DATA RECORDS START
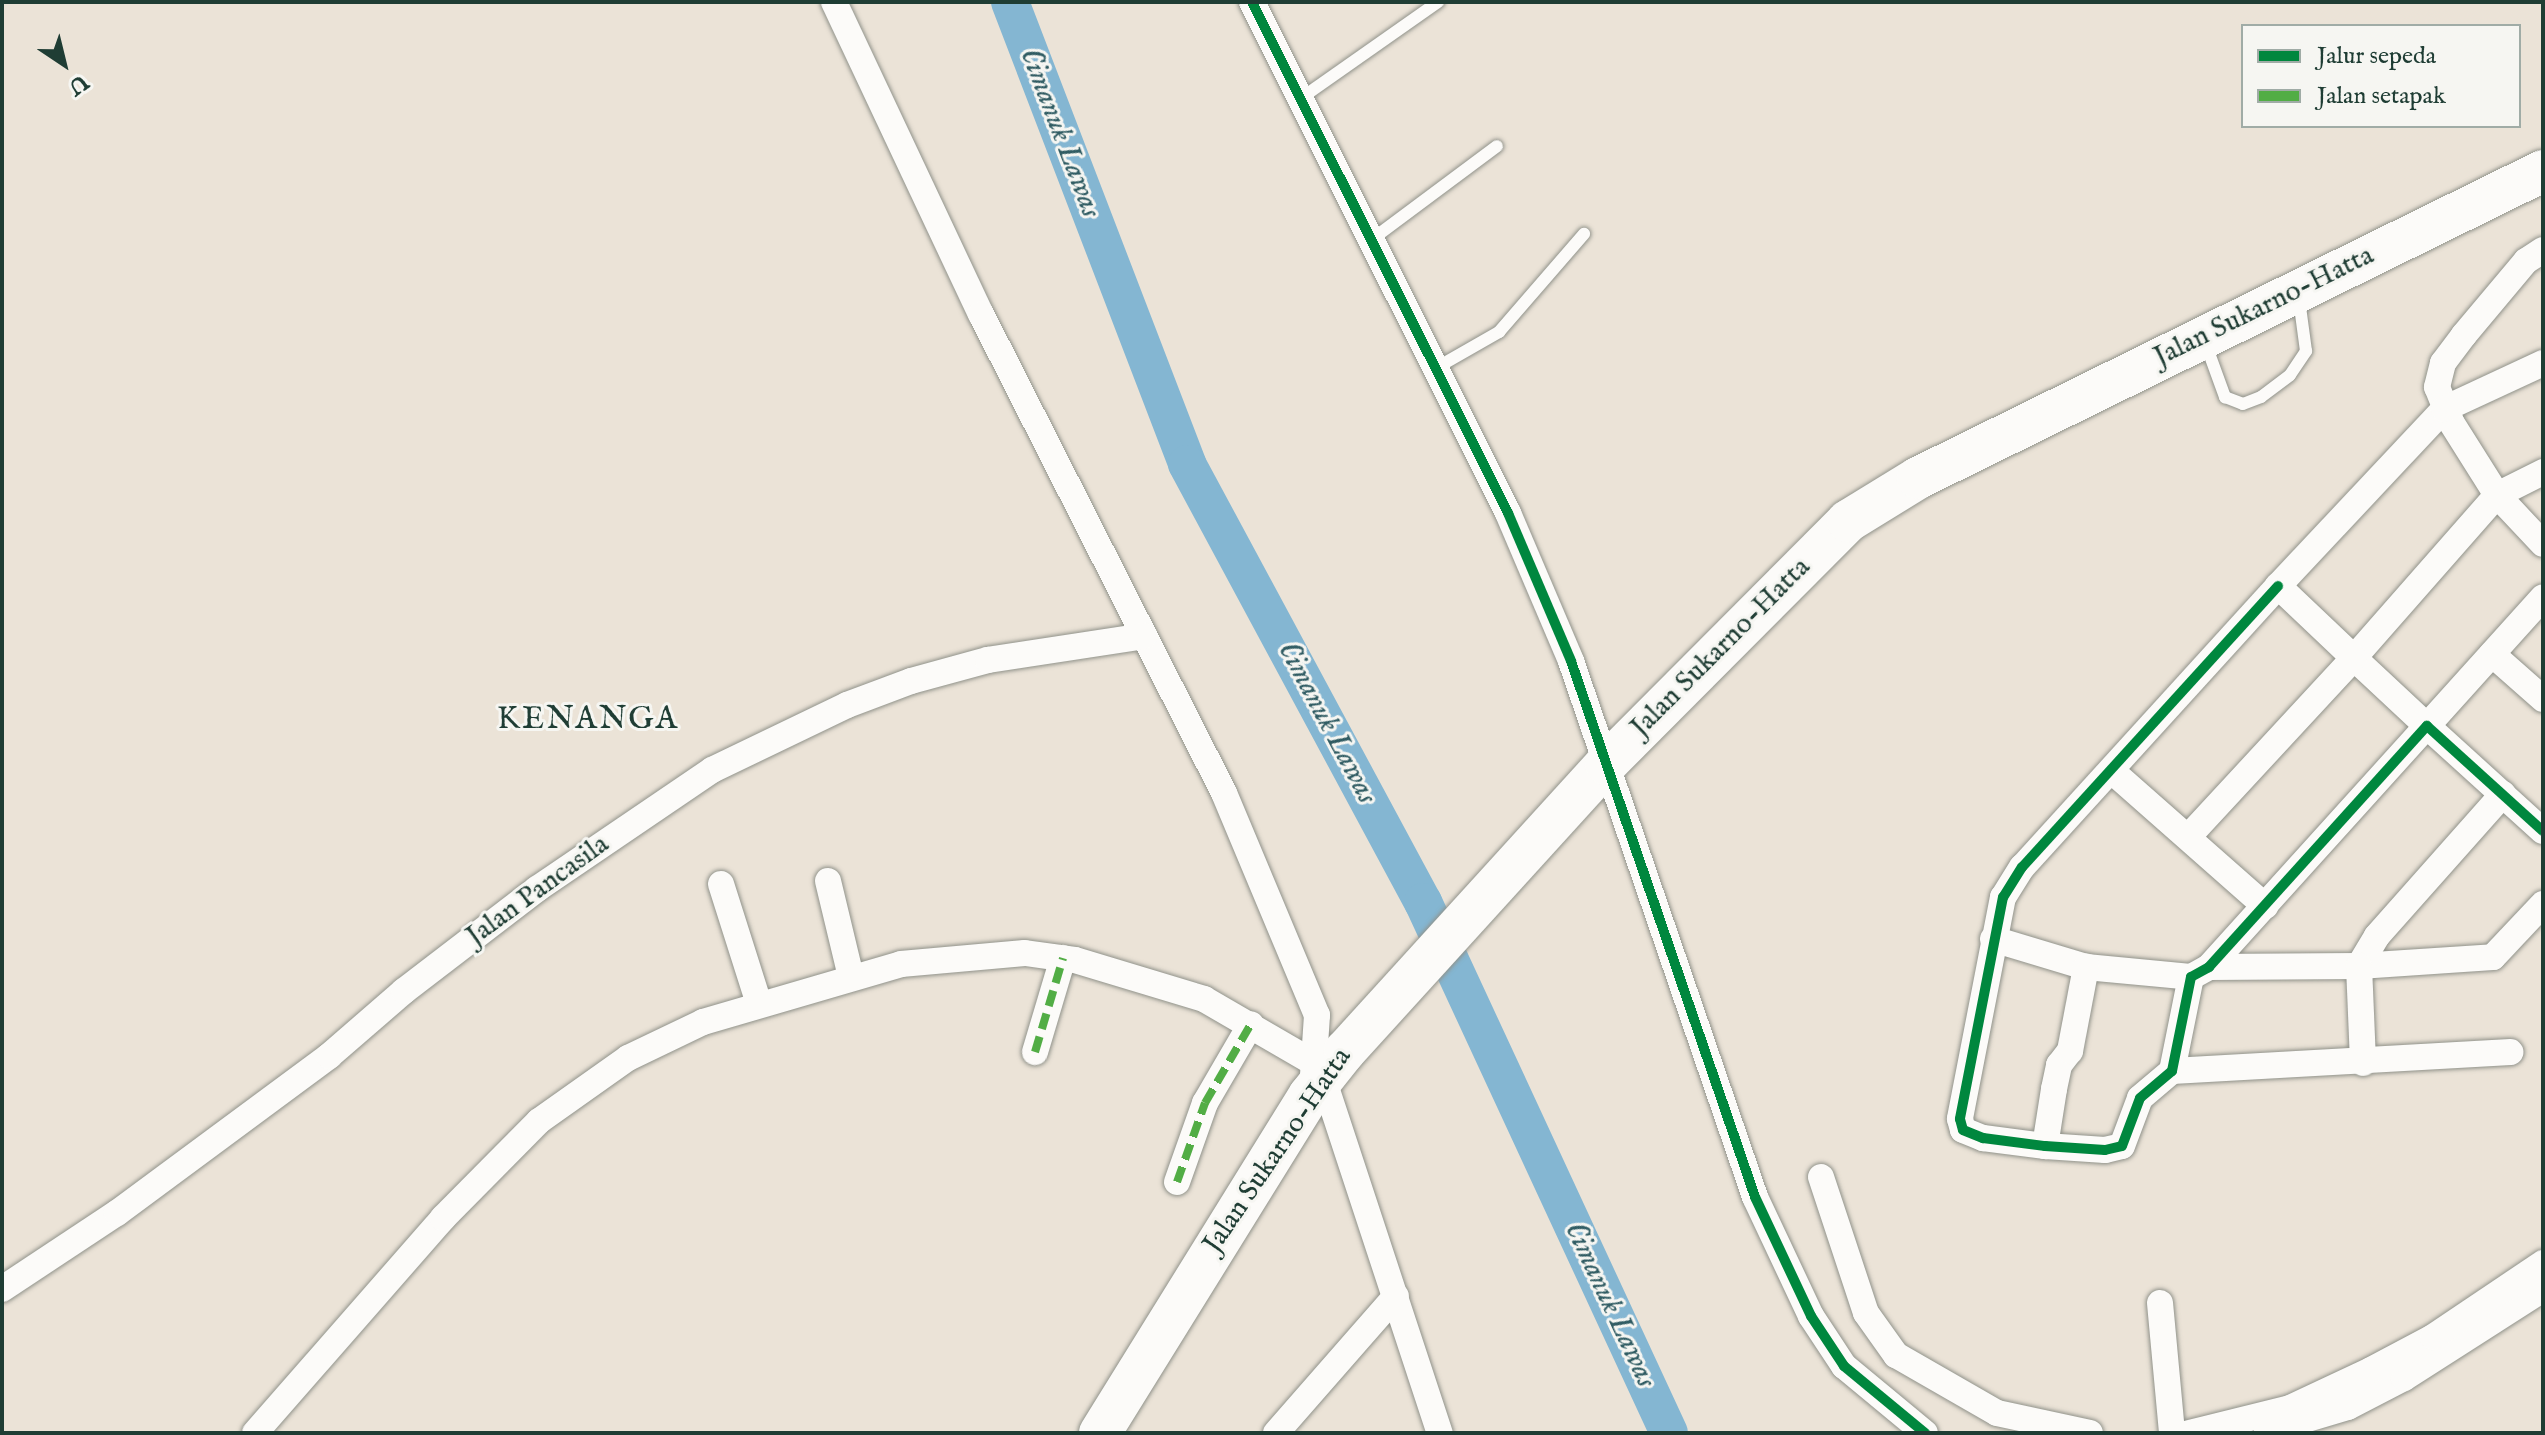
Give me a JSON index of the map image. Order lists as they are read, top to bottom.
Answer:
{
  "streets": {
    "highway": ["Jalan Sukarno-Hatta"],
    "street": ["Jalan Pancasila"]
  },
  "districts": ["KENANGA"],
  "water": ["Cimanuk Lawas"],
  "legend": ["Jalur sepeda", "Jalan setapak"],
  "north": "bottom right"
}
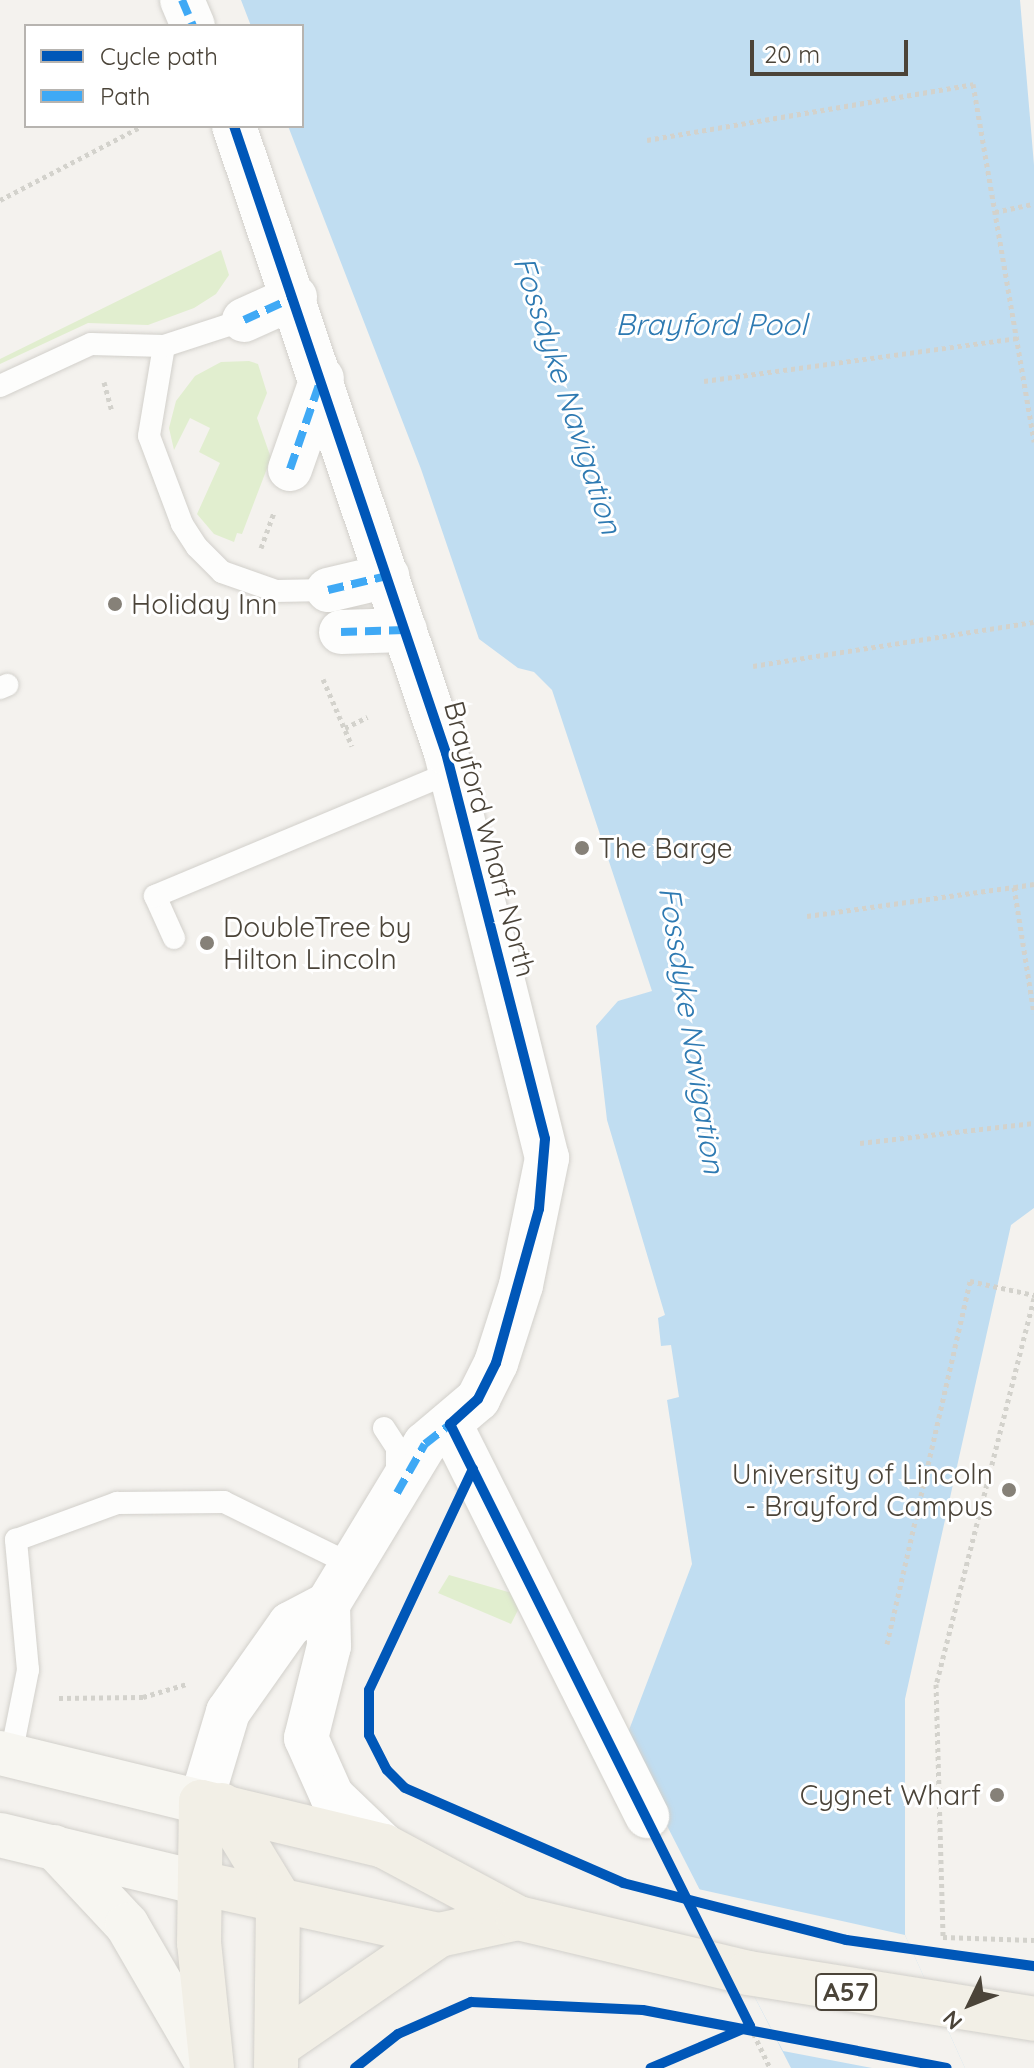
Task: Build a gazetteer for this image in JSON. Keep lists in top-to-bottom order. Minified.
{"streets":{"main road":["A57"],"street":["Brayford Wharf North"]},"water":["Brayford Pool","Fossdyke Navigation"],"places":["Holiday Inn","The Barge","DoubleTree by Hilton Lincoln","University of Lincoln - Brayford Campus","Cygnet Wharf"],"legend":["Cycle path","Path"],"scale_bar":"20 m","north":"bottom left"}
DATA RECORDS END
WORK TO BE COMPLETED: What is needed is an exact copy of all the records, minus any pictures.

ANSWER FOR THE TASK:
Give me a JSON index of the map image. Order lists as they are read, top to bottom.
Answer:
{
  "streets": {
    "highway": ["Jalan Sukarno-Hatta"],
    "street": ["Jalan Pancasila"]
  },
  "districts": ["KENANGA"],
  "water": ["Cimanuk Lawas"],
  "legend": ["Jalur sepeda", "Jalan setapak"],
  "north": "bottom right"
}
Task: Build a gazetteer for this image in JSON. Keep lists in top-to-bottom order. Minified.
{"streets":{"main road":["A57"],"street":["Brayford Wharf North"]},"water":["Brayford Pool","Fossdyke Navigation"],"places":["Holiday Inn","The Barge","DoubleTree by Hilton Lincoln","University of Lincoln - Brayford Campus","Cygnet Wharf"],"legend":["Cycle path","Path"],"scale_bar":"20 m","north":"bottom left"}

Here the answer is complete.